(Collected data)
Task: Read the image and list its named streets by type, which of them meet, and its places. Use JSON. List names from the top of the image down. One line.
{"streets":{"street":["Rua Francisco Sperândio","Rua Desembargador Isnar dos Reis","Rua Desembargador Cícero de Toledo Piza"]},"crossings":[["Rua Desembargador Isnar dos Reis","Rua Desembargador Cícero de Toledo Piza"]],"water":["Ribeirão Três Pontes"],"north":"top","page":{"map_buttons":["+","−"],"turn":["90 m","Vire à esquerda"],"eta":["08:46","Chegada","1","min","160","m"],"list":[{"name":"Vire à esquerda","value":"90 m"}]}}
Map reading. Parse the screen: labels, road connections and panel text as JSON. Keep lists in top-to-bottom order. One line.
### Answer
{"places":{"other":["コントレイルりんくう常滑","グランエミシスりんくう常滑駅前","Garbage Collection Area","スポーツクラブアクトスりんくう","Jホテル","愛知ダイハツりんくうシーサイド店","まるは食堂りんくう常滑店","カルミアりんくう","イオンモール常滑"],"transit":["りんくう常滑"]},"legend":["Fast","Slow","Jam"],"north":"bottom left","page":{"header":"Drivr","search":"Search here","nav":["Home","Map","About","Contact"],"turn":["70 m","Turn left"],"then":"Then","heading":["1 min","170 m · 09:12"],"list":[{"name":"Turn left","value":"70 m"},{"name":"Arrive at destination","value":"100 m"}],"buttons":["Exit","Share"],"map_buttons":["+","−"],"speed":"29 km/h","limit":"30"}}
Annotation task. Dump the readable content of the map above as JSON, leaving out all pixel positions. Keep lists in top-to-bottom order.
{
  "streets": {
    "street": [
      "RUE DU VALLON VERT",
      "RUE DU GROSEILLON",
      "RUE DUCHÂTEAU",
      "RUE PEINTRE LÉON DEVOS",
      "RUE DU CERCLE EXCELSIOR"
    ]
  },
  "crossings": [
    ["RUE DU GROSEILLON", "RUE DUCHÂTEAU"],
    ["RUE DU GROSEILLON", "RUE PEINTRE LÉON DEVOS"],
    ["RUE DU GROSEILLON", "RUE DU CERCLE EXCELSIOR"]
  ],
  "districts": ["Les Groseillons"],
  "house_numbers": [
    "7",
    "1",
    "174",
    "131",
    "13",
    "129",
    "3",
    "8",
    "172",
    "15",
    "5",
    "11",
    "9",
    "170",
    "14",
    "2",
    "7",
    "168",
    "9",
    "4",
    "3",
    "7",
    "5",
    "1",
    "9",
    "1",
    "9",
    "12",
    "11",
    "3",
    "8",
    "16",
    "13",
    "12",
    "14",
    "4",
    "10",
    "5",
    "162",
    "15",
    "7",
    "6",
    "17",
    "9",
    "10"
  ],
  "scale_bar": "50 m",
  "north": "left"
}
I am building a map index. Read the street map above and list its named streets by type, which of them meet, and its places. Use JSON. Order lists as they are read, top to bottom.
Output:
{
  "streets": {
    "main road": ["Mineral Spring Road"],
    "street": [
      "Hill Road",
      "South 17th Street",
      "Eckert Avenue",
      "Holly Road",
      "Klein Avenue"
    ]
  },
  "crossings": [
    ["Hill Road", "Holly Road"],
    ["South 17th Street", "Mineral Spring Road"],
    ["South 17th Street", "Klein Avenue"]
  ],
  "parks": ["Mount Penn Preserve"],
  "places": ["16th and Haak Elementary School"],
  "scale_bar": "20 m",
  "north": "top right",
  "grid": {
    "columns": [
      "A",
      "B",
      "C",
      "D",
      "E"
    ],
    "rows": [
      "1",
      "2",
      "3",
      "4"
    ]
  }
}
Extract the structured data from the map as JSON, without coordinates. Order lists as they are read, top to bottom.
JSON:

* **PROBLEM DETAILS**
Each line of the entries above that has the word "they" is to be copied.

* **ANSWER SPACE**
I am building a map index. Read the street map above and list its named streets by type, which of them meet, and its places. Use JSON. Order lists as they are read, top to bottom.
Extract the structured data from the map as JSON, without coordinates. Order lists as they are read, top to bottom.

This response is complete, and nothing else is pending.